Upward Bound hires undergraduates from all of the disciplines on campus, recruiting many through Civic Engagement & Service Learning and Student Bridges. The UMass students are also a very diverse group, with many students of color, which helps the young people in the program imagine themselves as successful college students as well.

Hynes notes that many of the undergraduates who work for them come to the program planning careers outside education, but leave planning to become teachers.
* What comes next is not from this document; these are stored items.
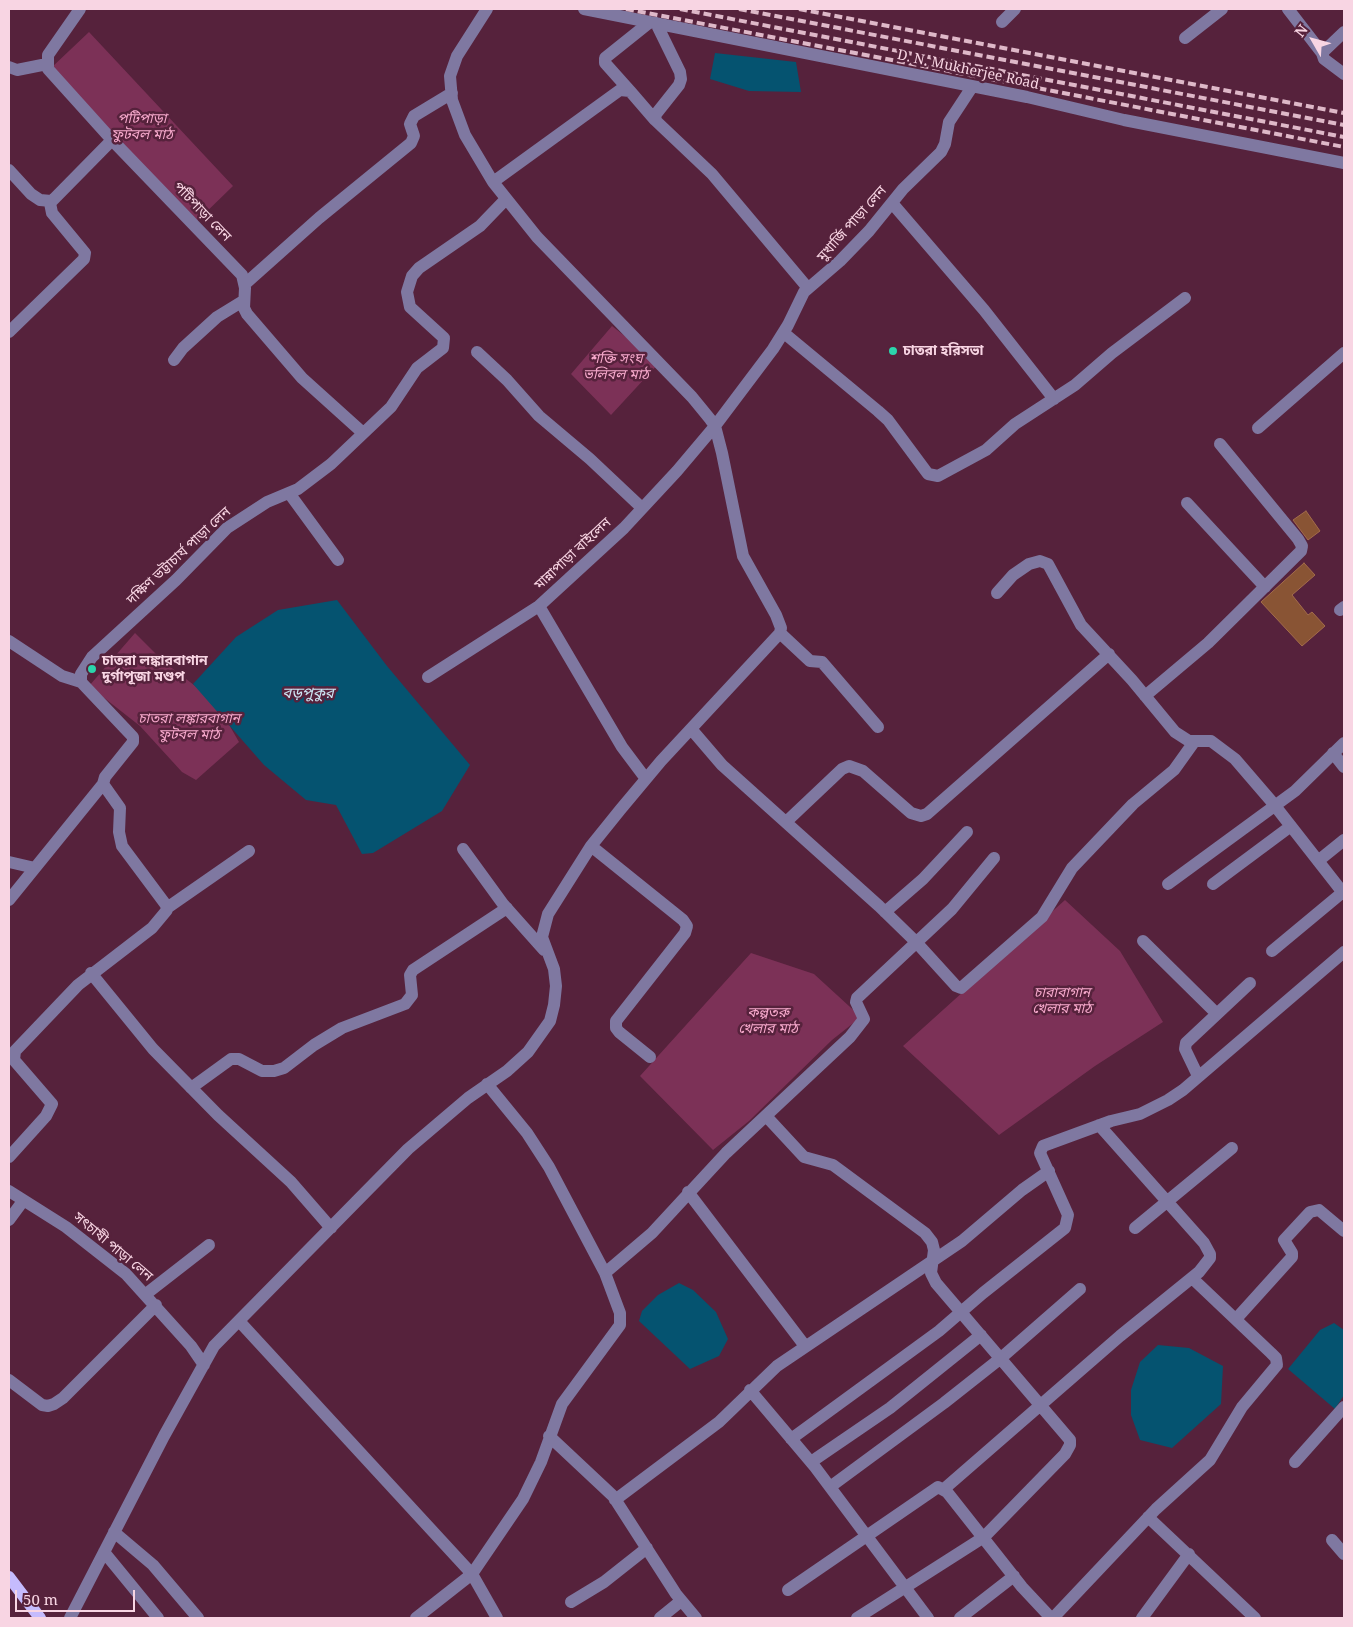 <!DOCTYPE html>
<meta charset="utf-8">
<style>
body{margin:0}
#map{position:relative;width:1353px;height:1627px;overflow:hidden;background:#56223c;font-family:"Noto Serif",serif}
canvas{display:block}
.frame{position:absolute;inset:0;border:10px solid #f8d5e3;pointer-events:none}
.north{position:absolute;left:1288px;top:15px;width:50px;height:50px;-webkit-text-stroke:4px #56223c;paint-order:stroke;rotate:308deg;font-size:14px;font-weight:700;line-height:20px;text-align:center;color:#f8d5e3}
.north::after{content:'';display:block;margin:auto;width:18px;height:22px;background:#f8d5e3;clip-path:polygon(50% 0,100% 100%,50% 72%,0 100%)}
.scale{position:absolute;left:15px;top:1590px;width:120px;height:22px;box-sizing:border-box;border:2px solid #f8d5e3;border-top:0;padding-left:6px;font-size:15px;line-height:18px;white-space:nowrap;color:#f8d5e3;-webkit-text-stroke:4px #56223c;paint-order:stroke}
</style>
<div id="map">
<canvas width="1353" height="1627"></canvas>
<div class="frame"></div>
<div class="north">N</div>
<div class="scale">50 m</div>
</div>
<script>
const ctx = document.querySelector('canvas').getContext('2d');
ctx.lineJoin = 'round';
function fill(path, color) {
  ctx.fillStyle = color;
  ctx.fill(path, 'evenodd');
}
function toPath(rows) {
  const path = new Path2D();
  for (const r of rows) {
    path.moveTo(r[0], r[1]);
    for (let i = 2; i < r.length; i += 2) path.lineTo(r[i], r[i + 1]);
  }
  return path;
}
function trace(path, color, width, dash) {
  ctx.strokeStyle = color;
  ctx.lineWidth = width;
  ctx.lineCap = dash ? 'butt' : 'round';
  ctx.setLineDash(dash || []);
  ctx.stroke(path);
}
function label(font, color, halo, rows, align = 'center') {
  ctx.font = font + ' "Noto Serif","Noto Sans Bengali",serif';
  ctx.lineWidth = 5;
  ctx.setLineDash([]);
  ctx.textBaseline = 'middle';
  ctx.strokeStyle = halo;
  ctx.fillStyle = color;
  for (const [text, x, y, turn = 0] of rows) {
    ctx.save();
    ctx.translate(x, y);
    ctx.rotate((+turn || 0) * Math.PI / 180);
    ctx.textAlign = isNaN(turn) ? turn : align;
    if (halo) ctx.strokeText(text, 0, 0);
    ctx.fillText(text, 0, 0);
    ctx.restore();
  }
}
fill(toPath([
 [89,32,233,186,196,222,51,68],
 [612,326,659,363,611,415,571,374],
 [135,633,164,662,216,702,239,742,196,780,182,772,140,726,89,686],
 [1065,900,1120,951,1163,1022,1095,1066,999,1135,903,1046],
 [751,953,814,974,861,1017,832,1040,749,1121,713,1150,640,1076]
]), '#7c3157');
fill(toPath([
 [715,53,796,62,801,92,749,91,710,79],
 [337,600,387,666,470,765,442,811,373,853,362,854,336,805,306,800,264,765,193,684,236,637,278,610],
 [679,1283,693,1290,716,1312,728,1339,719,1356,690,1369,639,1321,642,1311,658,1295],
 [1334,1323,1344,1330,1344,1395,1335,1409,1288,1369,1320,1330],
 [1158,1345,1189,1348,1223,1366,1221,1404,1172,1448,1140,1440,1131,1415,1131,1390,1140,1362]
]), '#055370');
const building = toPath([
 [1306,511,1320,531,1308,540,1293,520,1306,511],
 [1304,563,1315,575,1292,595,1308,615,1312,612,1325,626,1302,646,1261,602,1304,563]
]);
fill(building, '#895434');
trace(building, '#a36c4b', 1);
trace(toPath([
 [80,9,48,55,48,69,112,140,242,275,245,288,244,308,247,314,302,378,363,433],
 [584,9,1027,97,1124,120,1344,163],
 [1288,9,1322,53],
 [1002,22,1015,9],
 [656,23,680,72,681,79,679,85,656,114,655,120,712,174,807,287],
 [1344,32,1322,53,1324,59,1344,74],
 [1185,38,1222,9],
 [9,67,17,70,47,64],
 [630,91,605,63,605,58,650,22],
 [9,170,31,194,40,200,51,201],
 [493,182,620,90,630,91,655,120],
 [892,203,984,310,1054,399],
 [245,284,319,218,411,143,414,136,410,124,414,116,452,93],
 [9,332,84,259,85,253,52,213,50,203,112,140],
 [784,333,878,411,888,420,928,474,938,476,986,450,1015,424,1075,385,1112,353,1185,298],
 [477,352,507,380,539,416,590,459,642,508],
 [174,360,183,348,217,317,243,301],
 [1258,428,1344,353],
 [289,493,338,560],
 [1187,503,1265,587],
 [997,593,1013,575,1029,564,1040,561,1048,564,1081,625,1132,680,1175,732,1189,741,1211,741,1235,759,1272,802,1344,894],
 [539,606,622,747,646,779],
 [1340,610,1344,607],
 [780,633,810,661,822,662,878,727],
 [9,641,62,676,81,682],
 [428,677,539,606,624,528,677,471,715,426,773,349,788,325,804,292,840,261,869,231,903,189,941,152,945,144,949,122,972,87],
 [81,682,81,674,92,657,176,580,227,528,267,502,298,489,331,464,391,407,417,368,443,348,444,338,410,307,407,292,412,276,419,268,480,226,506,199],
 [1145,696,1208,643,1301,551,1302,546,1298,539,1220,444],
 [692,730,722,765,879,906,916,942,956,986,961,988,1042,917,1072,868,1133,804,1174,770,1194,742],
 [1333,753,1344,767],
 [786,822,842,769,849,766,863,771,911,813,921,816,927,814,1109,654],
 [591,846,683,920,687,926,685,933,616,1021,616,1028,619,1032,650,1057],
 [463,849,503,904,544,950],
 [1318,861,1344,840],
 [9,862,35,868],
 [1168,884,1295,791,1344,743],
 [1213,884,1291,826],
 [9,900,103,784],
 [167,908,249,851],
 [885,912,923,879,967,832],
 [1143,941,1217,1014],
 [1272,951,1343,892],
 [91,973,153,1049,218,1115,291,1182,331,1228],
 [1198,1076,1185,1049,1186,1043,1250,983],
 [191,1088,231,1059,239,1059,262,1071,274,1071,284,1068,314,1045,342,1028,405,1004,412,995,410,975,413,970,507,908],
 [766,1116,804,1157,833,1165,925,1233,932,1242,934,1250,931,1273,936,1283,1070,1440,1070,1445,1065,1454,984,1537,857,1618],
 [9,1157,46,1116,52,1104,14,1060,15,1051,78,985,152,928,167,910,166,905,122,846,119,832,120,808,103,784,105,777,133,742,133,737,81,682],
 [9,1191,66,1227,126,1274,191,1346,204,1365],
 [688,1192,805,1346],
 [9,1220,23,1201],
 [1135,1228,1232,1148],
 [605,1273,652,1233,726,1153,850,1037,864,1019,856,1002,857,998,952,909,994,858],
 [146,1294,209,1245],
 [1236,1319,1292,1257,1292,1253,1284,1240,1310,1212,1319,1210,1344,1231],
 [239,1321,472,1574,497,1618],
 [9,1380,42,1405,48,1406,54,1404,63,1398,156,1305],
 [750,1390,815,1467,928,1618],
 [549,1436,613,1496,676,1594,696,1618],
 [791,1439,939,1331,983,1293,1065,1228,1068,1215,1040,1153,1043,1146,1111,1121,1140,1114,1168,1100,1183,1090,1344,952],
 [811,1462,890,1408,981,1335],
 [1295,1462,1344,1407],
 [830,1487,944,1403,1001,1358,1080,1289],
 [944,1489,1120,1336,1199,1272,1210,1258,1210,1254,1204,1243,1099,1125],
 [615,1500,719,1422,777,1366,962,1241,1022,1190,1049,1171],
 [1148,1517,1255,1618],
 [114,1532,153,1565,198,1618],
 [1332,1540,1344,1554],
 [104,1552,158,1618],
 [788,1590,938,1487,947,1492,1022,1587,1051,1618],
 [571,1602,604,1582,647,1548],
 [70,1618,164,1436,214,1346,408,1149,468,1098,507,1071,528,1052,550,1021,554,1005,556,986,554,969,542,937,548,914,591,846,620,810,661,761,780,633,781,628,776,615,743,556,722,453,715,426,710,419,692,397,537,237,493,182,465,135,452,100,450,76,457,56,487,9],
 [416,1618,472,1574,523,1499,541,1462,562,1404,620,1325,620,1313,605,1273,549,1167,527,1133,487,1084],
 [660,1618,681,1601],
 [960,1618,1014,1576],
 [1053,1618,1156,1509,1210,1460,1242,1407,1277,1365,1276,1358,1271,1353,1192,1278],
 [1142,1618,1189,1554]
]), '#7f78a1', 12);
trace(toPath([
 [9,1577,40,1618]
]), '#c5bbfd', 12);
trace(toPath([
 [626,9,1344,147],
 [680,9,1344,137],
 [739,9,1344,125],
 [799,9,1344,113]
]), '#deb8c8', 4, [8, 4]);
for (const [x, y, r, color] of [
 [893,351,5,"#2bd5ac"],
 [92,669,5,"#2bd5ac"]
]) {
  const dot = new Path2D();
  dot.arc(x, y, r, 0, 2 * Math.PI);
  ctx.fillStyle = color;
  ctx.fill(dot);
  trace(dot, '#56223c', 2);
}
label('14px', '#f8d5e3', '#56223c', [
 ["D. N. Mukherjee Road",968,70,12],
 ["পটিপাড়া লেন",202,212,46],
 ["মুখার্জি পাড়া লেন",852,224,-48],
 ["মান্নাপাড়া বাইলেন",573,554,-43],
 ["দক্ষিণ ভট্টাচার্য পাড়া লেন",179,556,-43],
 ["সৎচাষী পাড়া লেন",113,1247,40]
]);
label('italic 14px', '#f7a9cc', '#56223c', [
 ["পটিপাড়া",142,119],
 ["ফুটবল মাঠ",142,135],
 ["শক্তি সংঘ",616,359],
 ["ভলিবল মাঠ",616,375],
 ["চাতরা লঙ্কারবাগান",189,719],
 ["ফুটবল মাঠ",189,735],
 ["চারাবাগান",1062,993],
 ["খেলার মাঠ",1062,1009],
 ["কল্পতরু",768,1013],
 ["খেলার মাঠ",768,1029]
]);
label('bold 14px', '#f8d5e3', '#56223c', [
 ["চাতরা হরিসভা",903,351],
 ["চাতরা লঙ্কারবাগান",102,661],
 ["দুর্গাপূজা মণ্ডপ",102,677]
], 'left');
label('italic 15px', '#cde7f5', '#56223c', [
 ["বড়পুকুর",308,694]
]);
</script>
These include a former tutor mentor, Moijue Kaikai, now a Ph.D. Candidate in Mechanical and Industrial Engineering, who received a STEM grant to help with a solar project at Sci Tech in Springfield, and Khalif Nunnaly-Rivera, who works to prevent chronic truancy at Sci Tech. Not only is the program helping youth prepare to succeed in college, they’re helping create the next generation of teachers.

“I just find it’s a wonderful experience to watch that change,” says Hynes, to see them embrace the mission of educational access and educational advancement. “Being in with the young people and being in the program helped them articulate some of the things that were important to them in their lives and find a career that has meaning and purpose for them.”